For each line below that includes the string "minor", show the whole line.
------------------------------------------------------------
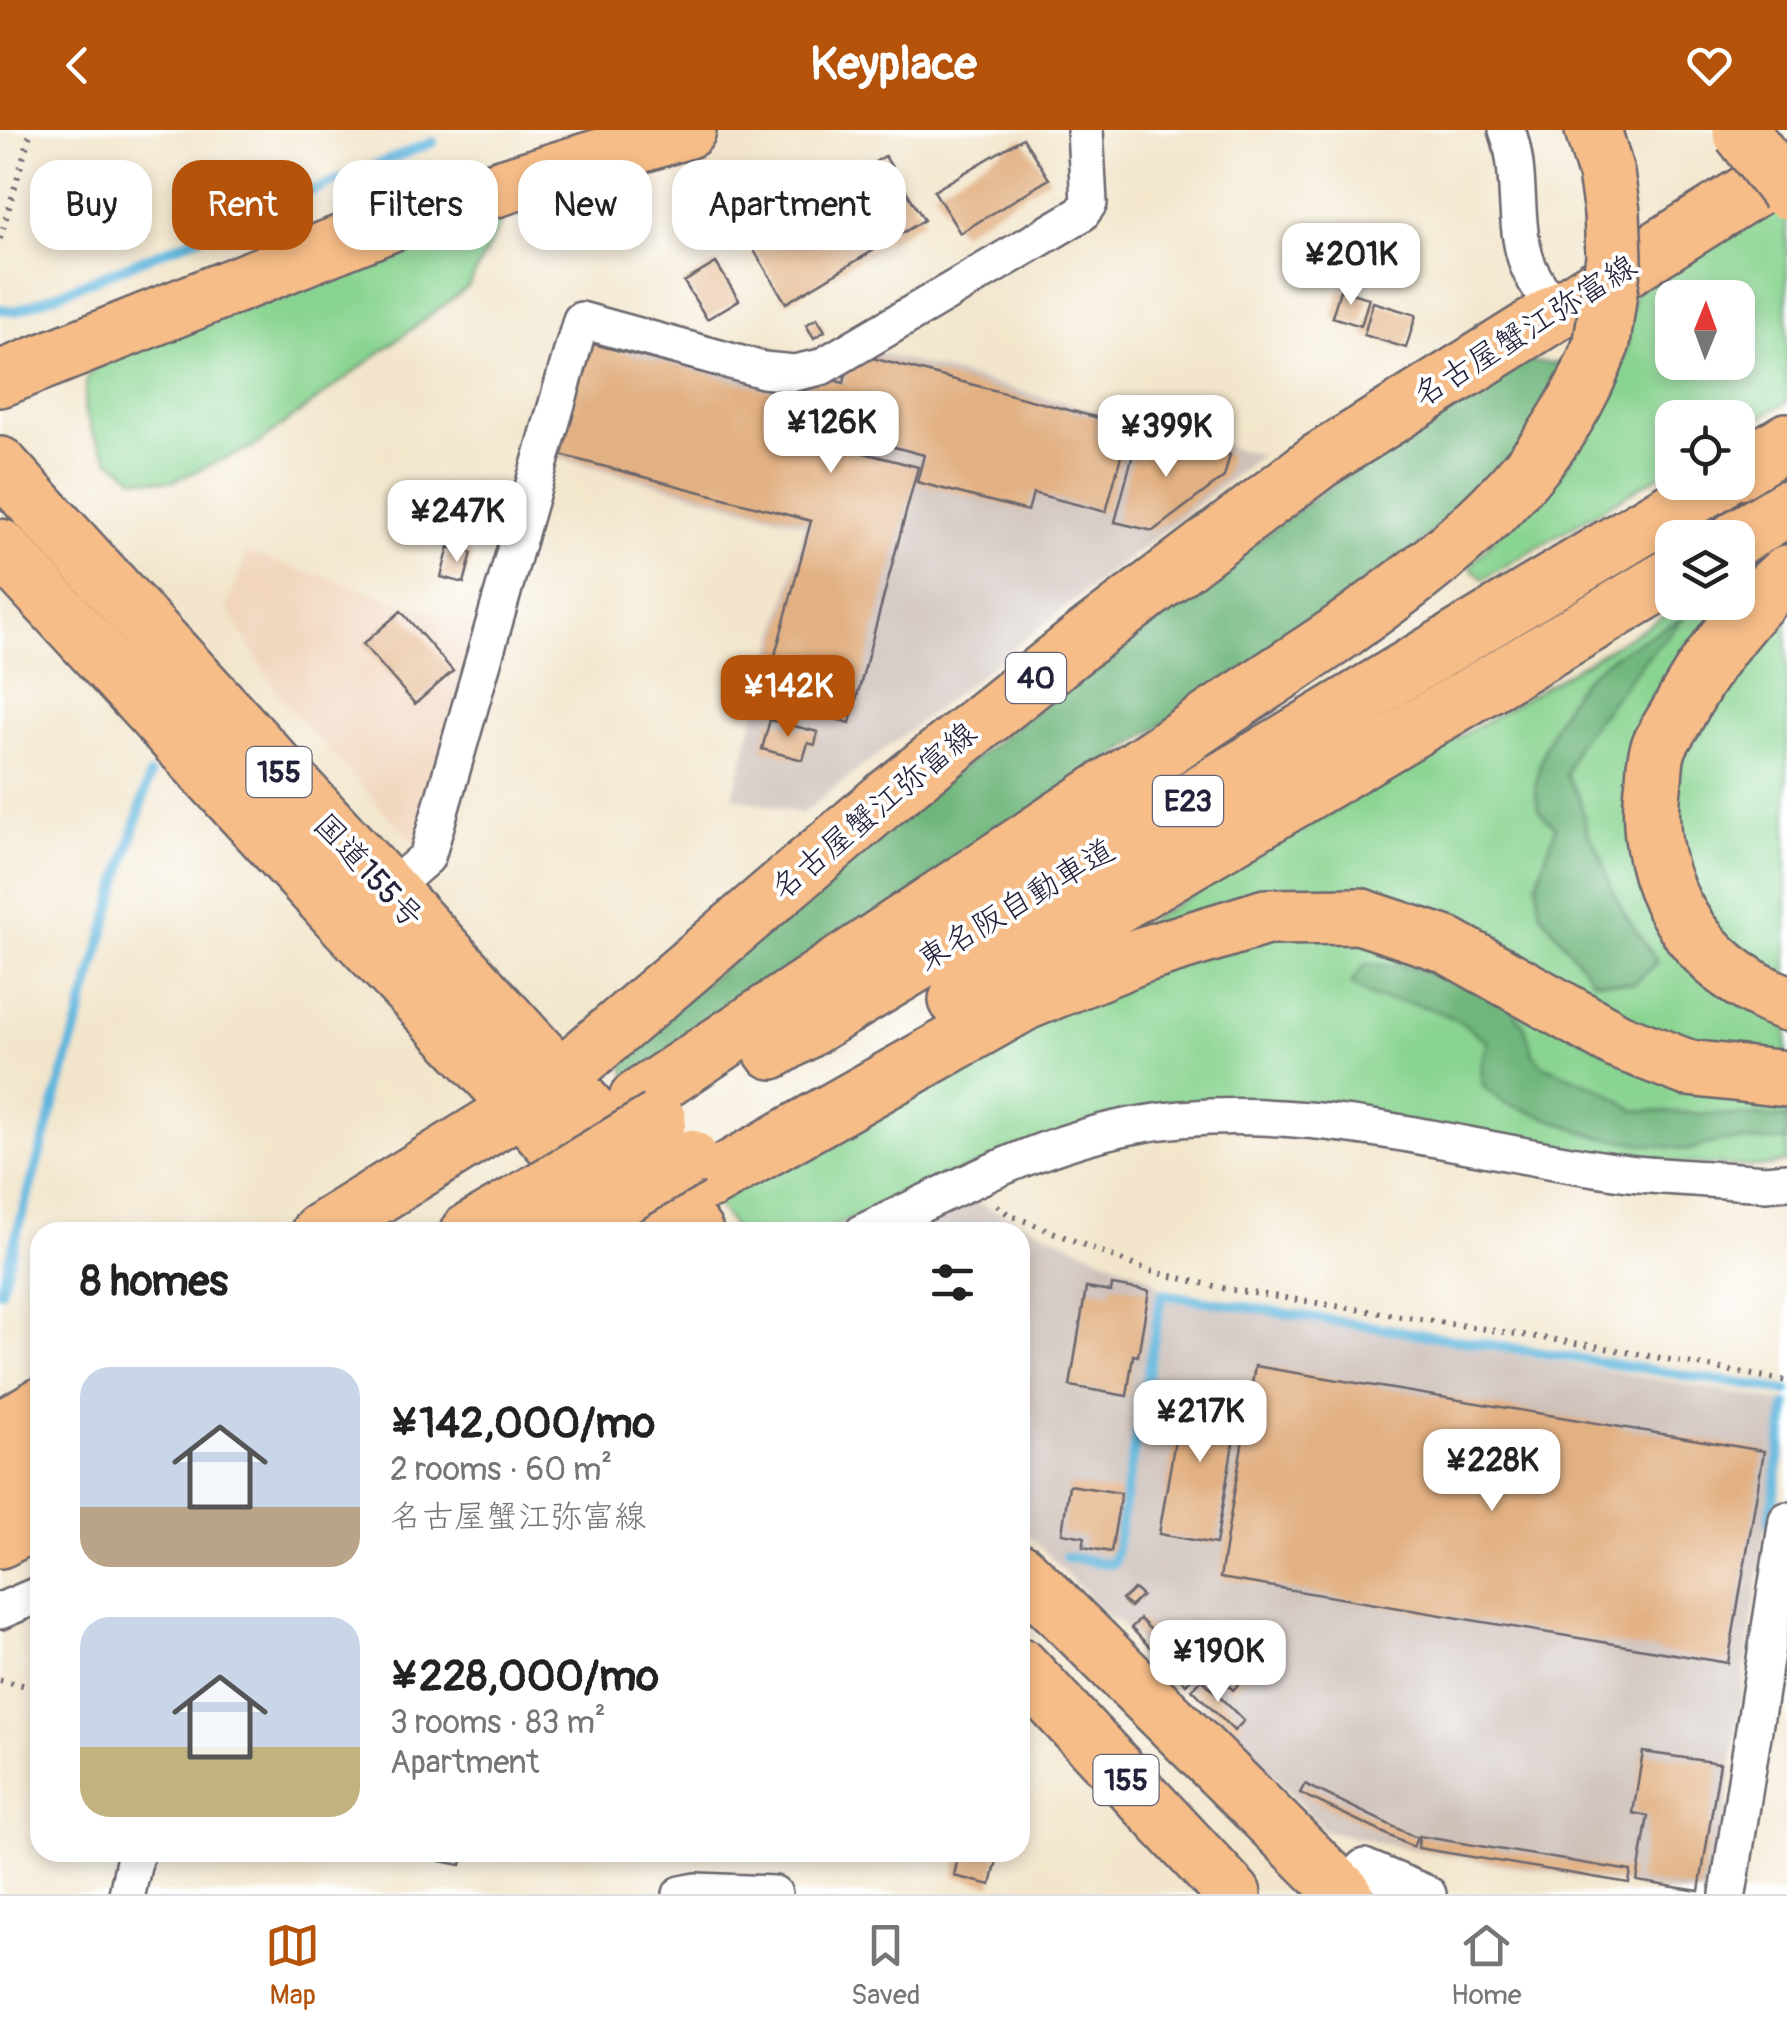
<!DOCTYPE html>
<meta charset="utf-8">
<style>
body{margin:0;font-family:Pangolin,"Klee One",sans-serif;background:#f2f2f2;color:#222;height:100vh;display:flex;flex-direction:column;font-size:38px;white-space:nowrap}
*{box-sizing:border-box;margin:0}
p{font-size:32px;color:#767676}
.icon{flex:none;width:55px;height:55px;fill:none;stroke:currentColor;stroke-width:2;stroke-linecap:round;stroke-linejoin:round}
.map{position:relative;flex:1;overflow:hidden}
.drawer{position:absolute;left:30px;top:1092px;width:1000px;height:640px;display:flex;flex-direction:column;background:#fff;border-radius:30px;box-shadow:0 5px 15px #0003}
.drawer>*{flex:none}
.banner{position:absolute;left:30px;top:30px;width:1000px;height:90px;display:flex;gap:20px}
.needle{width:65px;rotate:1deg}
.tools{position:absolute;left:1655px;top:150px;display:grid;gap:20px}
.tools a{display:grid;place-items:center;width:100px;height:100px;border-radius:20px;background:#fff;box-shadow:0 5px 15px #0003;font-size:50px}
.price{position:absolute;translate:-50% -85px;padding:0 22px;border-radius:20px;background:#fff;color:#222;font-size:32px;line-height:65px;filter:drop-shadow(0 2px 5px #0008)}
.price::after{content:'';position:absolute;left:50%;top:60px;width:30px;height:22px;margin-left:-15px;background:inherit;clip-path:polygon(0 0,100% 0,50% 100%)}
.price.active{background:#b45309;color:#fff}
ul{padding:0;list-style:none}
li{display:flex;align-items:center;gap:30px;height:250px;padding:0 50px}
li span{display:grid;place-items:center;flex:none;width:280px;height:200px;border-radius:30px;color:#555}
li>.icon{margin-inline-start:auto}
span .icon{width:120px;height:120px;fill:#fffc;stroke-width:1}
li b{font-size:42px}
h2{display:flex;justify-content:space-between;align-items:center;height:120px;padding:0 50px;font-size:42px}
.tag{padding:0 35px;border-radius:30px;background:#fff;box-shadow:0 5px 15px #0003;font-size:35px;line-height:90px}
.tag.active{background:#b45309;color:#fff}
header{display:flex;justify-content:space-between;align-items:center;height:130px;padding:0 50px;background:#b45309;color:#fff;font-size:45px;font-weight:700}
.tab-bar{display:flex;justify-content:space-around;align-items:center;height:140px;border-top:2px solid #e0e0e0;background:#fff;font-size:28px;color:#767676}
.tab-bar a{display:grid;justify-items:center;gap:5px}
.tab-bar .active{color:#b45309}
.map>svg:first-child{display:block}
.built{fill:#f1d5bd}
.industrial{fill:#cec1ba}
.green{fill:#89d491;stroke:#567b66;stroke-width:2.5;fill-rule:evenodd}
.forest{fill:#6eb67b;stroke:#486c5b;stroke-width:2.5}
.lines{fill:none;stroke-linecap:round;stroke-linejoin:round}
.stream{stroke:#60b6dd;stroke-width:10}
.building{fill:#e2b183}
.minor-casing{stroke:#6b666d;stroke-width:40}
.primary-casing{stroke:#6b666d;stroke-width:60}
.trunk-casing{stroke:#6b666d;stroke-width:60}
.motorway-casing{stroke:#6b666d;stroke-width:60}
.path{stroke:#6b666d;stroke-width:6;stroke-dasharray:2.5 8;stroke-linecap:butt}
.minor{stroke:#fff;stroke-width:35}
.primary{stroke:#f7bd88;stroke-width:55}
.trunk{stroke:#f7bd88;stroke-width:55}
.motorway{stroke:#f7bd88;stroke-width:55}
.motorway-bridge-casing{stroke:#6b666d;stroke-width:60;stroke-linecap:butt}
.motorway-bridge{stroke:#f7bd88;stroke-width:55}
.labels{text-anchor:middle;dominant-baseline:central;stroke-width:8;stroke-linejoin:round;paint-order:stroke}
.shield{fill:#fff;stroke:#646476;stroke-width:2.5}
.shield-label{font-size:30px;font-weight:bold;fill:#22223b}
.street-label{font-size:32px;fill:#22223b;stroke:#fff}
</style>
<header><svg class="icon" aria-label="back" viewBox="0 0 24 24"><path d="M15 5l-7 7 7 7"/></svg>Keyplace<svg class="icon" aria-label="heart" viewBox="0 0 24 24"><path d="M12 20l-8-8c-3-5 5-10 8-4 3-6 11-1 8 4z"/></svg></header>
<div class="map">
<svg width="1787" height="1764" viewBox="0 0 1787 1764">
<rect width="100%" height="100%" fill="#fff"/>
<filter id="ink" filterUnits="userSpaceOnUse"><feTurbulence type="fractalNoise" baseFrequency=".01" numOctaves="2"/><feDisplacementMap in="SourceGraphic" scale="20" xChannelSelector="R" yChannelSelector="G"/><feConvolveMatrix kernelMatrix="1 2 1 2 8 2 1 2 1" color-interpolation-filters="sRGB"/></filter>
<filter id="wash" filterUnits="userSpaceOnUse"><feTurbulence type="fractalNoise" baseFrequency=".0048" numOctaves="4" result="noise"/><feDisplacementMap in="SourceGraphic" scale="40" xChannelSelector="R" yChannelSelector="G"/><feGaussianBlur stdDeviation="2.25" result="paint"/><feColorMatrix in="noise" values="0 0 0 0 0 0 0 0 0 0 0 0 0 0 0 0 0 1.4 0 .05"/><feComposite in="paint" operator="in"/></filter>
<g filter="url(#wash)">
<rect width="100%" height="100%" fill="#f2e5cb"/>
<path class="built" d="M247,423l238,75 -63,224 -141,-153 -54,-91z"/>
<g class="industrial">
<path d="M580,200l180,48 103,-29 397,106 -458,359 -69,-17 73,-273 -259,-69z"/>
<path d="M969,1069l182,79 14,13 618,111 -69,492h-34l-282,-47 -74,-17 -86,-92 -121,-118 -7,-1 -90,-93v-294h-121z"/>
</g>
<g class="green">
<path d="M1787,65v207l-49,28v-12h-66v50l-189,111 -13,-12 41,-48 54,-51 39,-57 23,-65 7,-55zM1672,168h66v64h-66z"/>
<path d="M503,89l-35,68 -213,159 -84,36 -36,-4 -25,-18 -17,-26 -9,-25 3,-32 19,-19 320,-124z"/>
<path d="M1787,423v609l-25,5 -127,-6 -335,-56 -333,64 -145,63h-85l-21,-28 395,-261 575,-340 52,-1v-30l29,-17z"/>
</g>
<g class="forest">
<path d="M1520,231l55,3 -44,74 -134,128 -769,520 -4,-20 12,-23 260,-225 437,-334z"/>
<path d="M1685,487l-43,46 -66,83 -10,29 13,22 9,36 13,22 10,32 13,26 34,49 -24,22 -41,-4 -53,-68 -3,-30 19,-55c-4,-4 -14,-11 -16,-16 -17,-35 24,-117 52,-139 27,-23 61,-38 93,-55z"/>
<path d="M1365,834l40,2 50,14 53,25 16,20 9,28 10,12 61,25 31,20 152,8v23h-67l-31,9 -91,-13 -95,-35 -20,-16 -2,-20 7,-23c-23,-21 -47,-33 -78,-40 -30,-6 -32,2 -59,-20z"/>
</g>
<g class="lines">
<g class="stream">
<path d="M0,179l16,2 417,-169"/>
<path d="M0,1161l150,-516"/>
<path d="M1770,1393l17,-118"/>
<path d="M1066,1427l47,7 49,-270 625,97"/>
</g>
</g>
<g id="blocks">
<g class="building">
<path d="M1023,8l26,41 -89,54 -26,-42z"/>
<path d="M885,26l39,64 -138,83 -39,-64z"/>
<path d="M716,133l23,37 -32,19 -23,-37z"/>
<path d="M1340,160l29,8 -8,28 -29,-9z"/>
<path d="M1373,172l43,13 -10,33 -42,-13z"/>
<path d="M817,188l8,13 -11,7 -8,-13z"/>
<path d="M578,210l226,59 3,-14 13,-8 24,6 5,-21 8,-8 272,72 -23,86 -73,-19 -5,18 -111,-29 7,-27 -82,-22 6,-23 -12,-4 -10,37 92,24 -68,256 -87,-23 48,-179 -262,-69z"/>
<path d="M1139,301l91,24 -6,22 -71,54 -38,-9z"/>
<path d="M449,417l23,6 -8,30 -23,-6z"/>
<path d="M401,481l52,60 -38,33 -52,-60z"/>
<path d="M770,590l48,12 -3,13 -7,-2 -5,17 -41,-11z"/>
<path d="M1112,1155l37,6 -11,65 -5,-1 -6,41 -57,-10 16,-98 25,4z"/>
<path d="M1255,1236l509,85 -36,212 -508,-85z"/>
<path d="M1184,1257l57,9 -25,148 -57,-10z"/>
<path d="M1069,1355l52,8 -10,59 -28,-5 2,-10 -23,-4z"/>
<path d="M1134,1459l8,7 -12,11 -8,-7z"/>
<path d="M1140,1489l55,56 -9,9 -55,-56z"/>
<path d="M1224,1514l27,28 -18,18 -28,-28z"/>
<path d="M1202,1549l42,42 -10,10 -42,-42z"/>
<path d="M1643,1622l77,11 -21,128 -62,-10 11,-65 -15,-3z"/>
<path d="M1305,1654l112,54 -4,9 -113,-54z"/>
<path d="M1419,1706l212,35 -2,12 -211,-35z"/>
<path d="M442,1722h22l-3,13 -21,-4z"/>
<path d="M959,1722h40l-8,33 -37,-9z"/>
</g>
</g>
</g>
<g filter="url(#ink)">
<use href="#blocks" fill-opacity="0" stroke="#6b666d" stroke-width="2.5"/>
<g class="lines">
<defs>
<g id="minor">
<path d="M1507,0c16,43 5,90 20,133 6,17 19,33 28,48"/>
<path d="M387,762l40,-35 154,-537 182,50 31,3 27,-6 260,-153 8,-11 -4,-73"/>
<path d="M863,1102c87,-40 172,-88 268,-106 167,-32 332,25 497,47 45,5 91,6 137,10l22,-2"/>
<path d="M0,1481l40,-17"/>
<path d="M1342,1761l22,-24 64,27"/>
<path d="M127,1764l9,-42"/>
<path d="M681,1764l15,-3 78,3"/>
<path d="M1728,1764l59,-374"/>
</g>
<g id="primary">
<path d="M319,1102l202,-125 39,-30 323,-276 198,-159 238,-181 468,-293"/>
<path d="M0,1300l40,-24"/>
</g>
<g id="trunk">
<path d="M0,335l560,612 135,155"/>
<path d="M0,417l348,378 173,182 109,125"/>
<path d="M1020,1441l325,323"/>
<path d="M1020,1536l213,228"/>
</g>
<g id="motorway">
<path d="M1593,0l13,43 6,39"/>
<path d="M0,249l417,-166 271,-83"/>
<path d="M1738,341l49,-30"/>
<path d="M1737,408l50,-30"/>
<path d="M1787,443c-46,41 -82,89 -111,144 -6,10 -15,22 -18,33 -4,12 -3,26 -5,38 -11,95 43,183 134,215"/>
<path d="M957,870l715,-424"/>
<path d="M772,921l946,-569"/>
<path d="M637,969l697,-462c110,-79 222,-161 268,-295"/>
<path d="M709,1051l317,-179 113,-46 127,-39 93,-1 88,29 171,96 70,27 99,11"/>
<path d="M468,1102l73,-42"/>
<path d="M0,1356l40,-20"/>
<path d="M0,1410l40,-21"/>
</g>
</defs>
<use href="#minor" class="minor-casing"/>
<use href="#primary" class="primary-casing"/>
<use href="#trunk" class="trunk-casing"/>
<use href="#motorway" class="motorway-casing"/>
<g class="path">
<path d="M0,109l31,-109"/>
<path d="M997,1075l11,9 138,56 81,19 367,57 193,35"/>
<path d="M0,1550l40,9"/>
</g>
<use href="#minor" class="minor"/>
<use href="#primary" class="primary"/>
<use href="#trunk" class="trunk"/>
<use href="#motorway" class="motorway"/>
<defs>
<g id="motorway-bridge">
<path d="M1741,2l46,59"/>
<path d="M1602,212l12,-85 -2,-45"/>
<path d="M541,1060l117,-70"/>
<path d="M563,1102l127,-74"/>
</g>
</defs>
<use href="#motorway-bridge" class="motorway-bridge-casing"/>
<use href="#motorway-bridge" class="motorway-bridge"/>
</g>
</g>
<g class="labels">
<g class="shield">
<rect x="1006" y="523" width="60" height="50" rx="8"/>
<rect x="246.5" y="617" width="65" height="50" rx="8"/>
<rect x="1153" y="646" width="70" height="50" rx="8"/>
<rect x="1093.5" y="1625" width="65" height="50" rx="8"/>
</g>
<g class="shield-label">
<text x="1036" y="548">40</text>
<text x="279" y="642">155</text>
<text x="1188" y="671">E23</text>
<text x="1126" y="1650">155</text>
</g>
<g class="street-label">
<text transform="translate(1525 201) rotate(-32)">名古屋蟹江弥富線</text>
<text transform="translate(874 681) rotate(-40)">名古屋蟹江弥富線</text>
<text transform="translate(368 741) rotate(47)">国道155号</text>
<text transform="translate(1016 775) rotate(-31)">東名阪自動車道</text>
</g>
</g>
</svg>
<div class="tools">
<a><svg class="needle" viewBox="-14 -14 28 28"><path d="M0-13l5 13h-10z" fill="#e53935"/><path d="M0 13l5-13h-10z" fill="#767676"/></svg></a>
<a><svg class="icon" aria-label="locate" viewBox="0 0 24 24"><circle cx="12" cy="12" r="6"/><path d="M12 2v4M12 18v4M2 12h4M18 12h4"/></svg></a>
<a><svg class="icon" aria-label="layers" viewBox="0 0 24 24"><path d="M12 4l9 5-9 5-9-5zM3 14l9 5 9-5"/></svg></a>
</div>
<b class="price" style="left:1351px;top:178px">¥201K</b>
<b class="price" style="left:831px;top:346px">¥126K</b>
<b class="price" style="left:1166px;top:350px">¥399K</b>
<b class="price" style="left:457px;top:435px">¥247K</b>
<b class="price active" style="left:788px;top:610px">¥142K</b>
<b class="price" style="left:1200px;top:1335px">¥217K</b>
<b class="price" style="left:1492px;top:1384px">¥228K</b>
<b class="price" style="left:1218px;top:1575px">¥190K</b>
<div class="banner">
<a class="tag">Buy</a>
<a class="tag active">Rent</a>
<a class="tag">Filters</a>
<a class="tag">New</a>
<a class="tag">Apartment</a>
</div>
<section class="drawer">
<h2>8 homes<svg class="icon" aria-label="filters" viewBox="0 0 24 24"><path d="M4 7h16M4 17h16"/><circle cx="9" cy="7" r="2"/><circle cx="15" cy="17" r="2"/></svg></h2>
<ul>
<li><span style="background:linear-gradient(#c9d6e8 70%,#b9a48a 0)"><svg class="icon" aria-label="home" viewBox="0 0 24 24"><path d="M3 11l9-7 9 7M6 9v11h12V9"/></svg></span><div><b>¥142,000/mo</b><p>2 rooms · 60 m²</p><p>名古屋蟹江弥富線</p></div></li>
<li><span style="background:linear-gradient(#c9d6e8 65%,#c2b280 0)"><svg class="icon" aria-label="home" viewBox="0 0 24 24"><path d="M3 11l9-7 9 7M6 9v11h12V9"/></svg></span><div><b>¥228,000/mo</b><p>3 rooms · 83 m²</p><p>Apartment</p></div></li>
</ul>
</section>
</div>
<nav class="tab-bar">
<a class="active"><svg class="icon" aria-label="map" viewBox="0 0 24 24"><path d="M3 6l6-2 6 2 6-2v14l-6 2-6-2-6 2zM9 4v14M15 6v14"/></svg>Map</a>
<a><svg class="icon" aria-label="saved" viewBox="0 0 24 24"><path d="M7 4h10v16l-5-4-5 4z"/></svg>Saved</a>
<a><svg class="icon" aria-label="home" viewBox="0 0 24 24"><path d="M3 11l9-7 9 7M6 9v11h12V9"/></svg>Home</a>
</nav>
------------------------------------------------------------
= Solution to this problem =
.minor-casing{stroke:#6b666d;stroke-width:40}
.minor{stroke:#fff;stroke-width:35}
<g id="minor">
<use href="#minor" class="minor-casing"/>
<use href="#minor" class="minor"/>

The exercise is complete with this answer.